Фавориты Фортуны — страница 169 из 210

– Остерегайся, Спартак! – сказала она.

– Чего я должен остерегаться? – спросил он хмуро.

Женщина покачала головой:

– Не знаю. Чего-то. Кого-то. Это придет со снегом.

– Снега не будет по крайней мере еще месяц, может быть, больше, – тихо сказал он. – К тому времени я переберусь на Сицилию с моими лучшими людьми. Сомневаюсь, что кампания коснется нас на Сицилии. Остерегаться должны те, кто останется ждать здесь?

– Нет, – уверенно сказала она. – Это ты.

– На Сицилии мягкий климат, там нет войска. Гарнизон и зерновые воротилы опасности не представляют.
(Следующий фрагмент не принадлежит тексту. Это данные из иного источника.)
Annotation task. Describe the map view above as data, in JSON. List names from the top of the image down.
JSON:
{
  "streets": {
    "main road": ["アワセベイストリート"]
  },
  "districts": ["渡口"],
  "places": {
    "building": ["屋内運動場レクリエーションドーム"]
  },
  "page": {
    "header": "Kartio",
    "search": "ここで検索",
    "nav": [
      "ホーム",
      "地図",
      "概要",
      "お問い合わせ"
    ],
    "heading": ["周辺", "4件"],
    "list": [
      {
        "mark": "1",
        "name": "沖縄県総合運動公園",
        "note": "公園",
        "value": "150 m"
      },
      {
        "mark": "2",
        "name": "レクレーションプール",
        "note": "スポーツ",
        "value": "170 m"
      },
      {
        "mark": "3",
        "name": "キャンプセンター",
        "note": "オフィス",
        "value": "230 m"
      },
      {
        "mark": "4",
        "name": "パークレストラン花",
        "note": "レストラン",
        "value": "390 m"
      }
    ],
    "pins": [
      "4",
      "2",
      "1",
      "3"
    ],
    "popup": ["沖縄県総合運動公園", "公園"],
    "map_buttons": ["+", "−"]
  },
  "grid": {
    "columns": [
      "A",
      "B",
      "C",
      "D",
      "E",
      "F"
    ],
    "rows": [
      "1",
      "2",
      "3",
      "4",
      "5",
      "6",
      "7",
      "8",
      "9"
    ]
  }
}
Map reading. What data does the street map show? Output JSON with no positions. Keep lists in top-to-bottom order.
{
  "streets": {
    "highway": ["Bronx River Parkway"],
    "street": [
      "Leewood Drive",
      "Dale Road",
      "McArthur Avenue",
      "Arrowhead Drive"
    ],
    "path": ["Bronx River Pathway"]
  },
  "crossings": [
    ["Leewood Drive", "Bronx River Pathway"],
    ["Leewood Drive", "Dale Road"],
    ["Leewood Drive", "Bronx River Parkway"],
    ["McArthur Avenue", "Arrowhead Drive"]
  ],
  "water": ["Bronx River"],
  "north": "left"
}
Алусо напряглась, потом задрожала:

– Ты никогда не попадешь туда, Спартак. Ты никогда не попадешь на Сицилию.

Но следующий день показал, что это не так, ибо два пирата прибыли в Скиллей. Оба были настолько знамениты, что он даже знал их имена – Фарнак и Мегадат. Они начали свою карьеру к востоку от Сицилии, в водах Эвксинского моря. Но последние десять лет контролировали моря между Сицилией и Африкой, охотясь за добычей помельче, чем хорошо охраняемый римский зерновой флот. Когда им требовалось, они даже заплывали в гавань Сиракуз – прямо под носом у наместника! – чтобы запастись провизией и вином.

«Оба они, – удивленно подумал Спартак, – выглядят преуспевающими торговцами. Бледные, полные, педантичные».

– Вы знаете, кто я, – прямо начал он. – Вы согласны вести дела со мной, несмотря на римлян?

Они переглянулись, хитро улыбаясь.

– Мы ведем дела везде и со всеми, несмотря на римлян, – сказал Фарнак.

– Мне нужно, чтобы вы перевезли двадцать тысяч моих солдат отсюда на мыс Пелор.

– Очень короткий путь, но зима делает его рискованным, – ответил Фарнак.

– Местные рыбаки говорят, что это возможно.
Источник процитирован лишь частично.